- [Problem statement] Scan the entries below and tally the lines that include "Epicerie". Return nothing but the tally.

*** Task data Section Begins ***

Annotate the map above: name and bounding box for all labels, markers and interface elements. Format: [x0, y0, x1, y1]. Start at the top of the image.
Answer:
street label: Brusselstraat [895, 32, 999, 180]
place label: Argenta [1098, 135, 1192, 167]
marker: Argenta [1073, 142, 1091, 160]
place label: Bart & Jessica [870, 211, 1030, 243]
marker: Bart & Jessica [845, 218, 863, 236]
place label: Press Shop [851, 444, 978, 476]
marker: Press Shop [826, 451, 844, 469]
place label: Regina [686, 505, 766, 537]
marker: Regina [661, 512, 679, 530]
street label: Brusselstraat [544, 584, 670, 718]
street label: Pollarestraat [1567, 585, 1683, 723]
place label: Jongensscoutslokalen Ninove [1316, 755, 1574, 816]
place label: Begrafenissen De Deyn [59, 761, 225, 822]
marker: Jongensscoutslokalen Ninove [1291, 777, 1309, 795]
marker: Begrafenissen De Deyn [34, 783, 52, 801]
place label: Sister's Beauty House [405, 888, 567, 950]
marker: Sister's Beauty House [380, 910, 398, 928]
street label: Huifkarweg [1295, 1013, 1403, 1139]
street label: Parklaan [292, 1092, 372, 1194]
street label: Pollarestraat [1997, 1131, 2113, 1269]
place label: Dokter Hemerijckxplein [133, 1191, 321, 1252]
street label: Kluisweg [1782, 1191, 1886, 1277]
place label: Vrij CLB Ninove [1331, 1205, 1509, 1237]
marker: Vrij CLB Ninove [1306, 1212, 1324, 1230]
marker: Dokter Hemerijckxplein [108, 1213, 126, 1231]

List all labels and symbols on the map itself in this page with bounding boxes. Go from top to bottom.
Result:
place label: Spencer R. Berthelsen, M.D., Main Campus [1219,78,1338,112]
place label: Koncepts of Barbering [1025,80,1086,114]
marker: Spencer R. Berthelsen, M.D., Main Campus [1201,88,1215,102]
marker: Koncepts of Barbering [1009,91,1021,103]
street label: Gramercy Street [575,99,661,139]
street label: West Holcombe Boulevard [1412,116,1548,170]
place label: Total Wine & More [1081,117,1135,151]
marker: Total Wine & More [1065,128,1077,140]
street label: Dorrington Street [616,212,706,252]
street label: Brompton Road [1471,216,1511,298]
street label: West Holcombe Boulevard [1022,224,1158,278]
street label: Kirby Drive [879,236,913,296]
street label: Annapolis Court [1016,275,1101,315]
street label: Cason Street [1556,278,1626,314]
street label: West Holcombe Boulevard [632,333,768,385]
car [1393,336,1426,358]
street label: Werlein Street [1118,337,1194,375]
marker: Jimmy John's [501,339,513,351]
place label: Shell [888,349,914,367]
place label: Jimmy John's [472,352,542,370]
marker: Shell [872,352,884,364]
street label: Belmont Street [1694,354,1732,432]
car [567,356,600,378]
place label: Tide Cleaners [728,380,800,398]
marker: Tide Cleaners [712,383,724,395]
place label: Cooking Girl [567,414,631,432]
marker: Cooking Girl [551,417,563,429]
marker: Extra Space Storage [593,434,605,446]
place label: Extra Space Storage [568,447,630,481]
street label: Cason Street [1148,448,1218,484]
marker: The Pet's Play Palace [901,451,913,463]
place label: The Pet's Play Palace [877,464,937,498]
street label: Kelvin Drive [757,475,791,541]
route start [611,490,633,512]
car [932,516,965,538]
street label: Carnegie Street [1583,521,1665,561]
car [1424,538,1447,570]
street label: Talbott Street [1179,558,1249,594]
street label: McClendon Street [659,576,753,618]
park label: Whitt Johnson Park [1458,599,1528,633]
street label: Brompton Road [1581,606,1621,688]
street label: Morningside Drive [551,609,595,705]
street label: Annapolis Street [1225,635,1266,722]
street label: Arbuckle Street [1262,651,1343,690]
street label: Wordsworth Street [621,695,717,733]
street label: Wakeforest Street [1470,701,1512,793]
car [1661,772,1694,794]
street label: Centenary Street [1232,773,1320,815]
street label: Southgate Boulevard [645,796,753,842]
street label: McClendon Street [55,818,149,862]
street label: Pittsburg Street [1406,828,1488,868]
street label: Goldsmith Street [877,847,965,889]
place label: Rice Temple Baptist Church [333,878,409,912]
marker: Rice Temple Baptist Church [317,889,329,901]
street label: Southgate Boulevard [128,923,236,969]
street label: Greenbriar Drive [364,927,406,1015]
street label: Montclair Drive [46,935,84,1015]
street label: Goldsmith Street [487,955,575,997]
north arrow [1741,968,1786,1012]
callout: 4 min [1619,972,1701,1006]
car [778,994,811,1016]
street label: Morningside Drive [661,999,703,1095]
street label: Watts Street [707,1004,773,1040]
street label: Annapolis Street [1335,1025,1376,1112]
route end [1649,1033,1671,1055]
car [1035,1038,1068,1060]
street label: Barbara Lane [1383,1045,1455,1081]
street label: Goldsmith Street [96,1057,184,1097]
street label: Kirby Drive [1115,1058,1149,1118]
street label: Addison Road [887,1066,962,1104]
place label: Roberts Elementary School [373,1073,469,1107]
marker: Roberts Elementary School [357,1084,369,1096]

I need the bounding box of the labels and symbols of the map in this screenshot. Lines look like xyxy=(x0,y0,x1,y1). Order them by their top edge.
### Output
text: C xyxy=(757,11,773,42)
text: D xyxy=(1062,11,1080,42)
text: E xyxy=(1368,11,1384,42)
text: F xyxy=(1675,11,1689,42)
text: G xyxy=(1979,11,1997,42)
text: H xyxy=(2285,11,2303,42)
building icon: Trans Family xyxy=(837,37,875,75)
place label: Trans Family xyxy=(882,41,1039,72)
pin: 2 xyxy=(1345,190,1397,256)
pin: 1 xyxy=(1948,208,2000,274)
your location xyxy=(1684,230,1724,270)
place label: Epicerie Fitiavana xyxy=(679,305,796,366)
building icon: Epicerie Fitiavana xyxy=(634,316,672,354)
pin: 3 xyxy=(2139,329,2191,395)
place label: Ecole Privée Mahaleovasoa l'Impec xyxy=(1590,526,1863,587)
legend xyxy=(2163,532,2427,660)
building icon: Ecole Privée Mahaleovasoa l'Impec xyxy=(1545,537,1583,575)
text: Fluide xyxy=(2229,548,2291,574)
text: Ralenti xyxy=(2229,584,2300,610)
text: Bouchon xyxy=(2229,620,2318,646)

*** Task data Section Ends ***

- [Solution to this task] 2